Work item:
Give back an exact copy of the lines below, from the first through the line with "-33px;filter:drop-shadow(0 1px 2px"; please stop there.

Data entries
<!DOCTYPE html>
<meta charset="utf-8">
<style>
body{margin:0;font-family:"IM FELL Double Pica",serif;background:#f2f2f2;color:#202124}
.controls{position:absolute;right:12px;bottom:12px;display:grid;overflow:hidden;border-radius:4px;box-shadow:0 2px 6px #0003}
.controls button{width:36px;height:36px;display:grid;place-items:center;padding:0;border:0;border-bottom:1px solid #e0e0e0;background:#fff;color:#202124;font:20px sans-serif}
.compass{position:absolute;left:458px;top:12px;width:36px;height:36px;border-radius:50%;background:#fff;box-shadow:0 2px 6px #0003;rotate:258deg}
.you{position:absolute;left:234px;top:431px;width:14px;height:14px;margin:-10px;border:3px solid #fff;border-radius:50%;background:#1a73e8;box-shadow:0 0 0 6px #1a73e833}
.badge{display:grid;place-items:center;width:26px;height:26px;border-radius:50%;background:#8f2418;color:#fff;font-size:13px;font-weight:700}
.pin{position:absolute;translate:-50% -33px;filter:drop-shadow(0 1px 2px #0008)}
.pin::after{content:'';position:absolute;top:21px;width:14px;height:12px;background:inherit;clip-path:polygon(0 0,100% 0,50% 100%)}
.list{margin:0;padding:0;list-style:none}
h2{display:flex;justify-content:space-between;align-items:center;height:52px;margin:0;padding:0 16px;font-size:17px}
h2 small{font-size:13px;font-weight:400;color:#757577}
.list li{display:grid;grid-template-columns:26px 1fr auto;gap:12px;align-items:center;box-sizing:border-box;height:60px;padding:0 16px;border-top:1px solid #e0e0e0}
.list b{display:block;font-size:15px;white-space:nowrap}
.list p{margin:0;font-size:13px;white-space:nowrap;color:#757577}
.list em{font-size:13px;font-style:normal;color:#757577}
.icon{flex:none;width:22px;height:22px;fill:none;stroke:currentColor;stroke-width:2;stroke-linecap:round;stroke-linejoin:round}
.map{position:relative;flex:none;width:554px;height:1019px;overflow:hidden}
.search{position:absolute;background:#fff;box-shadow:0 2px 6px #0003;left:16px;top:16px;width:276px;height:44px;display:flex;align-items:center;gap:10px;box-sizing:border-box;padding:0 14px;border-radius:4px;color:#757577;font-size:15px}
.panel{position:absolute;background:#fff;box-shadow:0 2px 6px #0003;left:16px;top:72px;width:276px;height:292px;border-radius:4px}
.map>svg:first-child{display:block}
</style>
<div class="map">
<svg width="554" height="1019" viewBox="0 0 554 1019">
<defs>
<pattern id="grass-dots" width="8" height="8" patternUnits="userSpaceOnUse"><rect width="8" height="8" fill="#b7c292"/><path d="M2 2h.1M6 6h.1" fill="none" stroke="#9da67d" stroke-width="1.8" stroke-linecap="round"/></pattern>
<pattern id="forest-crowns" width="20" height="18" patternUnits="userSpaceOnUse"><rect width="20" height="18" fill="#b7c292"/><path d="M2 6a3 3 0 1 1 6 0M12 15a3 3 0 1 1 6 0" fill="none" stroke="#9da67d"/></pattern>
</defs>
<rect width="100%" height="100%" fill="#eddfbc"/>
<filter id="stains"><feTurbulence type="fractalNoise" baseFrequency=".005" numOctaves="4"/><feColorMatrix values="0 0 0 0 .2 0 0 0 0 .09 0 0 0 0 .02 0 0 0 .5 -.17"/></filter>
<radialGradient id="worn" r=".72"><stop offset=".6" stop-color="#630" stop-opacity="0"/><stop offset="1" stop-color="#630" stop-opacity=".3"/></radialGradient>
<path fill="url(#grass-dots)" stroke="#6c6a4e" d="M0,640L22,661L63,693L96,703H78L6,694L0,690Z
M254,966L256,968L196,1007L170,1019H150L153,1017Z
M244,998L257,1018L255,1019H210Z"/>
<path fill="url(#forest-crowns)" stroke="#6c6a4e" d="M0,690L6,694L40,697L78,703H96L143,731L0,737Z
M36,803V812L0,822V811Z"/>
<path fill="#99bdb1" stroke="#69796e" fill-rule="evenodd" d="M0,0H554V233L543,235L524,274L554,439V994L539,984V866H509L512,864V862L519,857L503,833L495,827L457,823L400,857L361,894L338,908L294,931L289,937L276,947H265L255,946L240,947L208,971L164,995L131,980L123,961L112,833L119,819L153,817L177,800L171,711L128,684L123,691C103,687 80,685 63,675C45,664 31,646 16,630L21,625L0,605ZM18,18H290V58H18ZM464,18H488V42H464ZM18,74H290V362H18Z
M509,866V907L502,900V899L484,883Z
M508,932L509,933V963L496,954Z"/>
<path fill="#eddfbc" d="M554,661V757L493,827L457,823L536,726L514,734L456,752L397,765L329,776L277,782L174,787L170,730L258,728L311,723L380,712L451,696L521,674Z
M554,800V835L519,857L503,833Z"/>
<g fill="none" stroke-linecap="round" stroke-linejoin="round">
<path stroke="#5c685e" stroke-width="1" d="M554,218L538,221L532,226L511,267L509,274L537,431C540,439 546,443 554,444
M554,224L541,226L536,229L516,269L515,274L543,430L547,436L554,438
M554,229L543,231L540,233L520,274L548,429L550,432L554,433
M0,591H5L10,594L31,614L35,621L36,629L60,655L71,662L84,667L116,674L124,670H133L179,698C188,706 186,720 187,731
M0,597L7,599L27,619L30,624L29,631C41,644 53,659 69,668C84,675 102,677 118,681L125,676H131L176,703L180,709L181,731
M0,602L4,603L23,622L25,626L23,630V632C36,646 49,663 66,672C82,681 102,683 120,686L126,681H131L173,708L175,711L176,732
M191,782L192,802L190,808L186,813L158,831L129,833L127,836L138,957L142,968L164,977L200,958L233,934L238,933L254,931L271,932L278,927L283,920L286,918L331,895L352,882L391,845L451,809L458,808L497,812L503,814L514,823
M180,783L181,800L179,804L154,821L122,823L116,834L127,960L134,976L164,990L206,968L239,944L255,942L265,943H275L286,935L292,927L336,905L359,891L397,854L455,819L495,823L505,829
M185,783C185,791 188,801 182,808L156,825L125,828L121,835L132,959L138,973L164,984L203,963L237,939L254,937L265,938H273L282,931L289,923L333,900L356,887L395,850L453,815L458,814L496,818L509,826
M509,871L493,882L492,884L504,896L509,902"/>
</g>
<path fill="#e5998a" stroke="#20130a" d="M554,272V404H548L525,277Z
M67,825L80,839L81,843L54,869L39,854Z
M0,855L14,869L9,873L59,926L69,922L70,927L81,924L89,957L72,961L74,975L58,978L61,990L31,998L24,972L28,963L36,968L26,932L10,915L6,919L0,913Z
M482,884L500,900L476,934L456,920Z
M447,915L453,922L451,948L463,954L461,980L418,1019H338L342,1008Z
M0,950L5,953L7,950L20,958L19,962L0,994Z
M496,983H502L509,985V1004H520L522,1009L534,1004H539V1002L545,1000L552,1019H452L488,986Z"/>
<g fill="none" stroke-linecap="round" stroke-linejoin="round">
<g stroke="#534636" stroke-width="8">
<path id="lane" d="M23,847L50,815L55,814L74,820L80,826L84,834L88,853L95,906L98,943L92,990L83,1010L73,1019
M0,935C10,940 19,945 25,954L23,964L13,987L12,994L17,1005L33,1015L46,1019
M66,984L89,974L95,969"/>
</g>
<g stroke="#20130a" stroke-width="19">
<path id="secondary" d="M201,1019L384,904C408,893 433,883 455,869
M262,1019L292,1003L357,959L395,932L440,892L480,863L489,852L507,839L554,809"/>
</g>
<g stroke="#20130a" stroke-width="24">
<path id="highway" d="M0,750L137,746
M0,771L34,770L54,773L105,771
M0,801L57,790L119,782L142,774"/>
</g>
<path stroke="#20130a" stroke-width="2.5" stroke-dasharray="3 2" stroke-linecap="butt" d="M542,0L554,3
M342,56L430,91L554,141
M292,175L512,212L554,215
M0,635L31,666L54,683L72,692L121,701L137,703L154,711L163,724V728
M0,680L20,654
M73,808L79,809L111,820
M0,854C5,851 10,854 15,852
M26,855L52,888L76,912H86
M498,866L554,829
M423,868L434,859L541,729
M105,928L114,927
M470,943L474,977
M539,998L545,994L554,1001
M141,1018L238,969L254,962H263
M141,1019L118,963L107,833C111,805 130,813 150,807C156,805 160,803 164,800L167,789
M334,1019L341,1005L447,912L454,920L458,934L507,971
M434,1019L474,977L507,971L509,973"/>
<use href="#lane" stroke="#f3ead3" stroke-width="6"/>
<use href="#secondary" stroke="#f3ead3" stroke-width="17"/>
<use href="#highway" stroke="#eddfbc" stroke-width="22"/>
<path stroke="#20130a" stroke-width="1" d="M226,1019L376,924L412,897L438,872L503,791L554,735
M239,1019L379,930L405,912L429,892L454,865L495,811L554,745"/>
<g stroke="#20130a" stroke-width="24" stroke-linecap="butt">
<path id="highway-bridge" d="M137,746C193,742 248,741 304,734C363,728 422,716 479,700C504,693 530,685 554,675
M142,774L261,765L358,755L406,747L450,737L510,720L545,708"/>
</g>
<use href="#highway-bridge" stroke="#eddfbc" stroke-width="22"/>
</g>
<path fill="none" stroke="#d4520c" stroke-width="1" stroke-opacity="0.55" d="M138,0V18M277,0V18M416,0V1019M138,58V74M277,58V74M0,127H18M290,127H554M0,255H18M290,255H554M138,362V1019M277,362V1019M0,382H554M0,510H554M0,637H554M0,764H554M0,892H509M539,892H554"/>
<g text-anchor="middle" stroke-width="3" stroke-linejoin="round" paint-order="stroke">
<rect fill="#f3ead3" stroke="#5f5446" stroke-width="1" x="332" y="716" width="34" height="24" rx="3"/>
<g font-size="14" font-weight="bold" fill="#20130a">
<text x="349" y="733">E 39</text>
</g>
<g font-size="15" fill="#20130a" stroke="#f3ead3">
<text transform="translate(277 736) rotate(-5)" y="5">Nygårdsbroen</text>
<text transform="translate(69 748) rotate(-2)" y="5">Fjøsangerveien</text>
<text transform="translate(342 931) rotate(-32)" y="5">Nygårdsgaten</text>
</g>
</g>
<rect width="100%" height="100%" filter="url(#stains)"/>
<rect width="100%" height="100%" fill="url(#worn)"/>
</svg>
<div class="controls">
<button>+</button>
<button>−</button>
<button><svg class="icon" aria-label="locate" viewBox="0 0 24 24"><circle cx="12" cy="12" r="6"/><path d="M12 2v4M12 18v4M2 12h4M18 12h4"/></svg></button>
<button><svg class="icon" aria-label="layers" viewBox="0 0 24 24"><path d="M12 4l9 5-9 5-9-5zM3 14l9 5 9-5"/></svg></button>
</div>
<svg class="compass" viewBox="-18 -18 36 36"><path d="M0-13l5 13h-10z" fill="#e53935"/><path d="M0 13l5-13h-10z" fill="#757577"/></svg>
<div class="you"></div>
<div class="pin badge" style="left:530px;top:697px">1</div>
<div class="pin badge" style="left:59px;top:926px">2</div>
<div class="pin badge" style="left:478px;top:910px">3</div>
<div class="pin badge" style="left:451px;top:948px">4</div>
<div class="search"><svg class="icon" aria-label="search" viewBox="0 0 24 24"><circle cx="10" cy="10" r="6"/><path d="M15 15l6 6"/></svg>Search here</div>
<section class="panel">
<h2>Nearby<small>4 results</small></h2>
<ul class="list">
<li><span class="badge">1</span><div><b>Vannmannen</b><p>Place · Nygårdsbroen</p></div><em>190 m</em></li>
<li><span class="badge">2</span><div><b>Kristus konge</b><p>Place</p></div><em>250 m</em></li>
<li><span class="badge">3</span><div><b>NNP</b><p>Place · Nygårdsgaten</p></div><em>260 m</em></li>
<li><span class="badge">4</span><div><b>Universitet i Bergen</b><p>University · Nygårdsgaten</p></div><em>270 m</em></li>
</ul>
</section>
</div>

Expected answer:
<!DOCTYPE html>
<meta charset="utf-8">
<style>
body{margin:0;font-family:"IM FELL Double Pica",serif;background:#f2f2f2;color:#202124}
.controls{position:absolute;right:12px;bottom:12px;display:grid;overflow:hidden;border-radius:4px;box-shadow:0 2px 6px #0003}
.controls button{width:36px;height:36px;display:grid;place-items:center;padding:0;border:0;border-bottom:1px solid #e0e0e0;background:#fff;color:#202124;font:20px sans-serif}
.compass{position:absolute;left:458px;top:12px;width:36px;height:36px;border-radius:50%;background:#fff;box-shadow:0 2px 6px #0003;rotate:258deg}
.you{position:absolute;left:234px;top:431px;width:14px;height:14px;margin:-10px;border:3px solid #fff;border-radius:50%;background:#1a73e8;box-shadow:0 0 0 6px #1a73e833}
.badge{display:grid;place-items:center;width:26px;height:26px;border-radius:50%;background:#8f2418;color:#fff;font-size:13px;font-weight:700}
.pin{position:absolute;translate:-50% -33px;filter:drop-shadow(0 1px 2px #0008)}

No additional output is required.